Task requirements :: Restate word for word the entries below, starting with the line with "function stroke(path, color, width, dash)" and continuing through the line with "[268,752,349,756,357,784,277,784]". Include both of those lines and no others.
● ● ● ● ●
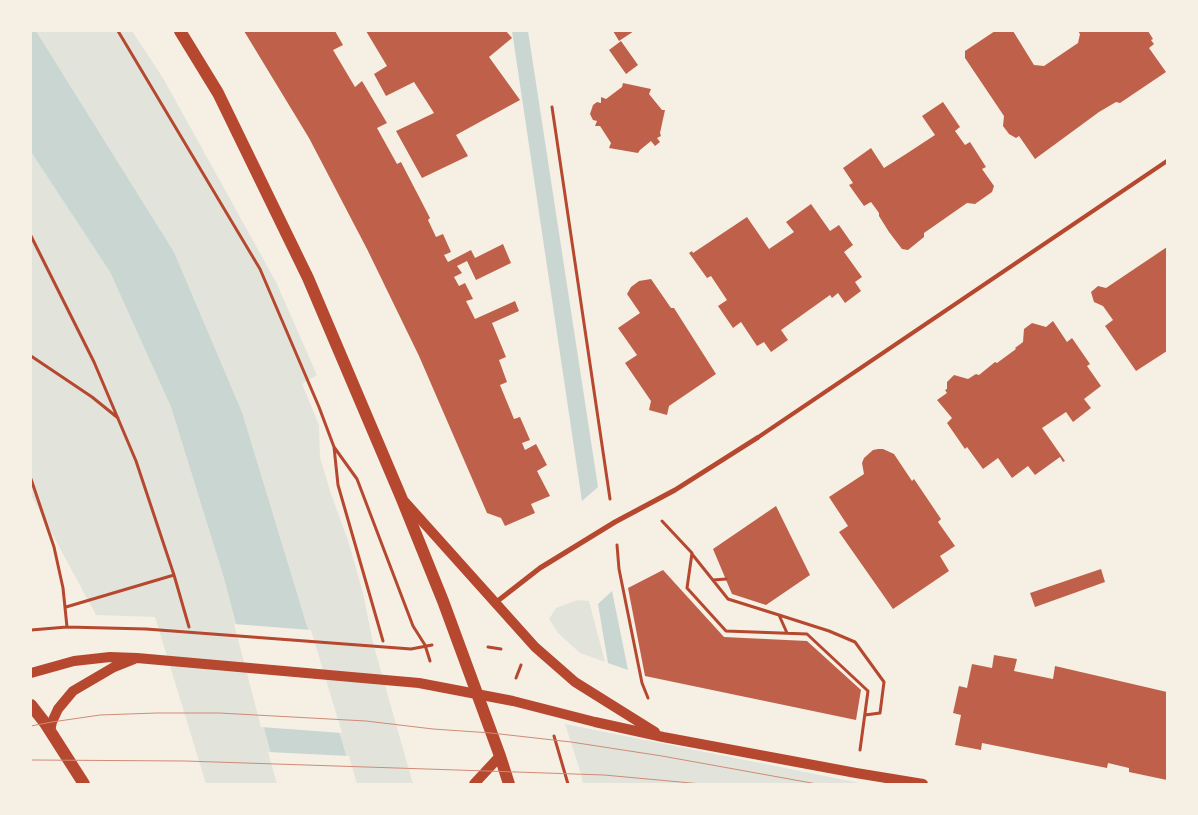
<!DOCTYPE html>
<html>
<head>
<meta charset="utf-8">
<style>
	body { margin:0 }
	#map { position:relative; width:1198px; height:815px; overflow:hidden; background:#f6efe4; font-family:Ubuntu,sans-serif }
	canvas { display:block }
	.frame { position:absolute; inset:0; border:32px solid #f6efe4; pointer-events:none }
</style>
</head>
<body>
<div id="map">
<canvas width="1198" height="815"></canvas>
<div class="frame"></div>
</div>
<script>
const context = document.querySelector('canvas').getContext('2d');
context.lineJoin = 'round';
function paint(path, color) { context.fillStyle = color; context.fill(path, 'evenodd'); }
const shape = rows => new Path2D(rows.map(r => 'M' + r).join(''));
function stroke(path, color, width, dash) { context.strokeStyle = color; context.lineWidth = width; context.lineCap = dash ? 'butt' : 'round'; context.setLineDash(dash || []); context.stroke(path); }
paint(shape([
	[36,31,132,31,163,78,276,282,317,375,302,384,319,425,320,457,331,494,348,540,363,593,373,643,413,784,355,784,242,412,174,252],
	[31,152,110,272,171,407,223,575,279,784,206,784,155,617,96,615,31,495],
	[578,600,589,601,605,662,580,653,558,633,549,619,556,608],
	[565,724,865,784,583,784,581,774]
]), '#e2e4dc');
paint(shape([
	[31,31,36,31,174,252,242,412,355,784,279,784,223,575,171,407,110,272,31,152],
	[512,31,528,31,598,487,582,501],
	[612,591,628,670,608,663,598,604]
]), '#c9d6d2');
paint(shape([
	[234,624,311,630,342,733,261,727],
	[268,752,349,756,357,784,277,784]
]), '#f6efe4');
paint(shape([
	[244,31,335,31,343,45,333,50,355,87,362,81,387,123,377,128,397,164,401,162,430,218,428,220,436,237,443,234,451,252,444,255,448,262,471,250,475,258,503,244,511,263,476,280,467,261,457,266,462,273,454,277,459,286,465,283,473,299,466,301,475,319,515,301,519,311,492,323,506,357,499,360,507,382,500,385,514,419,520,417,530,440,522,443,525,450,536,444,547,465,537,471,550,496,531,504,535,513,505,526,501,518,487,513,419,356,367,249,309,138],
	[366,31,506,31,512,38,489,57,520,100,456,135,468,156,422,178,396,131,434,113,414,82,386,96,374,74,387,66],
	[613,31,634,31,619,41],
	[995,31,1013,31,1034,65,1044,66,1078,43,1080,34,1078,31,1148,31,1153,39,1151,40,1154,44,1149,48,1166,72,1120,103,1116,102,1099,112,1035,159,1019,136,1016,138,1009,134,1003,126,1004,116,965,58,965,51],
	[621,41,638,65,626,74,609,50],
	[623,83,651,89,649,94,662,110,665,110,660,133,661,136,657,138,660,142,655,146,651,141,640,150,638,153,609,148,611,143,600,126,595,126,597,121,593,120,590,114,593,105,597,102,601,103,601,97,606,99,622,87],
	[943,102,960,127,955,131,965,145,970,142,986,167,982,169,994,186,992,192,975,204,967,203,924,233,924,237,908,250,902,249,889,232,879,216,879,213,871,202,864,206,849,185,853,183,843,168,871,148,884,168,906,154,935,135,922,116],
	[811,204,830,231,839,225,853,245,844,252,862,277,855,282,861,291,845,303,838,293,832,298,830,295,781,330,788,340,771,352,764,342,757,346,741,322,733,328,718,306,727,300,711,276,707,278,689,253,692,251,693,253,747,217,769,249,794,232,786,222],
	[1167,247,1167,351,1136,371,1105,326,1113,320,1103,306,1094,302,1091,292,1098,286,1106,288],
	[651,279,671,308,674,308,716,374,669,406,667,415,649,410,651,401,625,363,637,355,618,328,640,313,627,294,631,287,639,281],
	[1053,321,1067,342,1072,338,1090,364,1087,366,1101,386,1084,399,1091,408,1073,422,1066,412,1042,428,1065,461,1063,462,1060,457,1035,475,1028,466,1012,478,998,458,983,469,967,447,965,449,947,423,952,418,937,400,947,393,945,390,947,389,947,382,954,375,968,379,976,374,979,375,995,362,997,363,1016,349,1015,348,1023,342,1024,329,1032,323,1046,327],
	[878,449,883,449,894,454,912,481,914,479,941,519,938,522,955,546,940,556,949,571,893,609,839,532,848,526,829,497,864,474,862,463,864,458,873,450],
	[776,506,810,575,766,605,732,594,713,549],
	[1101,569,1105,582,1035,607,1030,593],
	[663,570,724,637,807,641,861,690,856,720,645,676,628,588],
	[994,655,1017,659,1014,671,1053,679,1055,666,1167,692,1167,780,1129,772,1129,768,1108,763,1107,768,982,743,981,750,955,745,961,715,953,713,959,686,967,688,972,664,992,668]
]), '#bf614a');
stroke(shape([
	[118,31,260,269,319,407,334,447,338,485,383,641],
	[552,107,610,499],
	[31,236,94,362,136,461,174,575,189,627],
	[31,356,92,397,118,418],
	[334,447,357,479,413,626,425,645,430,661],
	[31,479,54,547,63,588,67,627],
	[662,521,692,553,687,588,726,631,807,634,868,691,860,750],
	[617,545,619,569,642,683,648,698],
	[692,554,728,599,779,615,787,633],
	[713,580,726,579],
	[66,607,174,575],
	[779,615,829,631,855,642,884,682,880,713,865,715],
	[31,630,67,627,146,629,411,649,432,645],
	[488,647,501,649],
	[516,678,521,665],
	[554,736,568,784]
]), '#b5482f', 3);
stroke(shape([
	[757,438,1167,161]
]), '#b5482f', 4);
stroke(shape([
	[495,603,540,568,615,522,675,490,757,438]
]), '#b5482f', 5);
stroke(shape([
	[405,502,535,647,575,682,655,732],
	[31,673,74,661,110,657,137,658,419,683,513,701,595,722,663,737,856,773,923,784],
	[50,731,52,722,58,709,73,691,114,667,134,659],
	[474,784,500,756]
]), '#b5482f', 10);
stroke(shape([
	[180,31,218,93,308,278,401,497,443,601,500,756,509,784],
	[31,705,45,723,84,784]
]), '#b5482f', 12);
stroke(shape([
	[31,726,52,722,100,715,156,713,219,713,366,721,433,729,491,733,571,742,662,756,817,784],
	[31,760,185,761,487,771,604,775,702,784]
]), '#cf8b77', 1);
</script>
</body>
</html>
● ● ● ● ●
The completed task ::
function stroke(path, color, width, dash) { context.strokeStyle = color; context.lineWidth = width; context.lineCap = dash ? 'butt' : 'round'; context.setLineDash(dash || []); context.stroke(path); }
paint(shape([
	[36,31,132,31,163,78,276,282,317,375,302,384,319,425,320,457,331,494,348,540,363,593,373,643,413,784,355,784,242,412,174,252],
	[31,152,110,272,171,407,223,575,279,784,206,784,155,617,96,615,31,495],
	[578,600,589,601,605,662,580,653,558,633,549,619,556,608],
	[565,724,865,784,583,784,581,774]
]), '#e2e4dc');
paint(shape([
	[31,31,36,31,174,252,242,412,355,784,279,784,223,575,171,407,110,272,31,152],
	[512,31,528,31,598,487,582,501],
	[612,591,628,670,608,663,598,604]
]), '#c9d6d2');
paint(shape([
	[234,624,311,630,342,733,261,727],
	[268,752,349,756,357,784,277,784]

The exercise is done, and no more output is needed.